O abuso de álcool na sociedade brasileira

Enviada em 15/10/2019

A Declaração Universal dos Direitos Humanos, promulgada em 1948 pela Organização das Nações Unidas (ONU) garante a todos os cidadãos o direito à vida, ao bem-estar e a alimentação segura. Entretanto, o abuso do consumo de álcool no Brasil, deixa essa realidade de lado, devido ao excesso da ingestão de bebidas alcoólicas e suas consequências tanto para vida social do indivíduo quanto para sua saúde.

Em primeira análise, o consumo excessivo de bebidas alcoólicas acontece devido a liberação de dopamina, substância que dá sensação de prazer. Partindo desse pressuposto, vale destacar o pensamento do sociólogo polonês Zygmunt Bauman “estamos vivendo em uma modernidade líquida” que evidencia que as relações pessoais no mundo atual estão mais rápidas e isso acarreta na busca momentânea da felicidade por meio do álcool. Dessa maneira, os brasileiros procuram uma forma de diversão por meio do álcool.

Em segunda análise, de acordo com dados da Organização Mundial da Saúde (OMS), mostram que o consumo de bebidas alcoólicas chegou a 8,9 litros por pessoa no Brasil em 2016, superando a média internacional, que era de 6,4 litros. Devido ao consumo exagerado dos brasileiros, doenças causadas pelo excesso de álcool tem aumentado na população. Sendo que o consumo prolongado de bebidas alcoólicas pode afetar praticamente todos os órgãos do organismo de forma mais grave, provocando desde gastrite e pancreatite, até cirrose hepática. Dessa forma, o consumo sem moderação de álcool é bastante prejudicial à saúde.
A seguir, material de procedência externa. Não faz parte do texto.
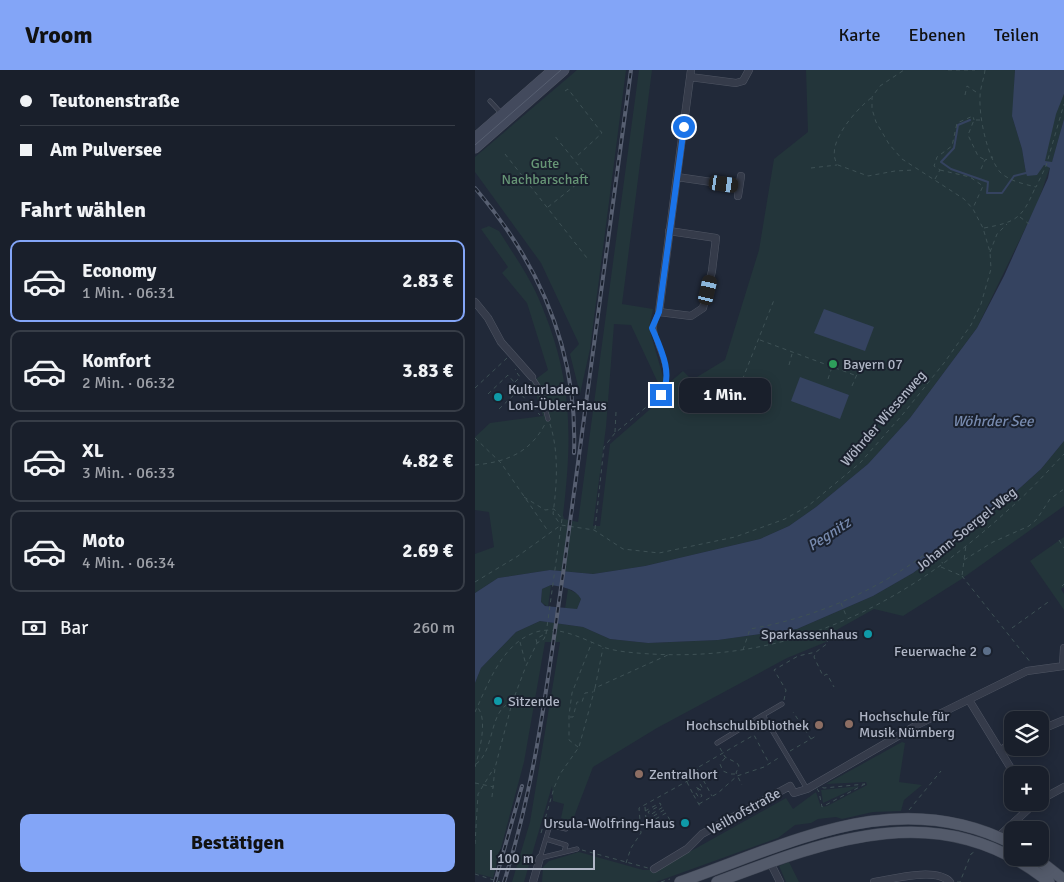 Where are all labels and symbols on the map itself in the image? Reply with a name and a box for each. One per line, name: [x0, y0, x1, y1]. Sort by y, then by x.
route start: [673, 116, 695, 138]
park label: Gute Nachbarschaft: [502, 155, 589, 188]
car: [708, 174, 739, 194]
car: [697, 274, 718, 306]
place label: Bayern 07: [843, 356, 903, 373]
marker: Bayern 07: [827, 358, 839, 370]
street label: Wöhrder Wiesenweg: [837, 367, 930, 470]
callout: 1 Min.: [679, 378, 771, 412]
place label: Kulturladen Loni-Übler-Haus: [508, 381, 607, 414]
route end: [650, 384, 672, 406]
marker: Kulturladen Loni-Übler-Haus: [492, 391, 504, 403]
water label: Wöhrder See: [952, 412, 1035, 430]
street label: Johann-Soergel-Weg: [913, 484, 1020, 575]
water label: Pegnitz: [804, 513, 855, 555]
place label: Sparkassenhaus: [761, 626, 858, 643]
marker: Sparkassenhaus: [862, 628, 874, 640]
place label: Feuerwache 2: [894, 643, 977, 660]
marker: Feuerwache 2: [981, 645, 993, 657]
place label: Sitzende: [508, 693, 560, 710]
marker: Sitzende: [492, 695, 504, 707]
place label: Hochschule für Musik Nürnberg: [859, 708, 955, 741]
place label: Hochschulbibliothek: [686, 717, 809, 734]
marker: Hochschule für Musik Nürnberg: [843, 718, 855, 730]
marker: Hochschulbibliothek: [813, 719, 825, 731]
place label: Zentralhort: [649, 766, 718, 783]
marker: Zentralhort: [633, 768, 645, 780]
street label: Veilhofstraße: [705, 784, 784, 838]
place label: Ursula-Wolfring-Haus: [544, 815, 675, 832]
marker: Ursula-Wolfring-Haus: [679, 817, 691, 829]
scale bar: [490, 847, 595, 870]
Portanto, para diminuir o abuso de álcool na sociedade brasileira é necessário que o Ministério da Educação juntamente com o Ministério da Saúde promovam campanhas nas escolas para alertar os adolescentes sobre o consumo excessivo de bebidas alcoólicas precocemente, a fim de que eles adquiram consciência sobre os malefícios do álcool e que no futuro não sejam dependentes da bebida. Ademais, faz-se necessário que o SUS (Sistema Único de Saúde), disponibilize psicólogos, por meio de programas que atendam pessoas suscetíveis ao alcoolismo, como as que tenham passado por experimentações negativas, para que diminua o número de pessoas que recorram a bebida como forma de tratamento. Possibilitando assim, a garantia dos Direitos Humanos de forma efetiva.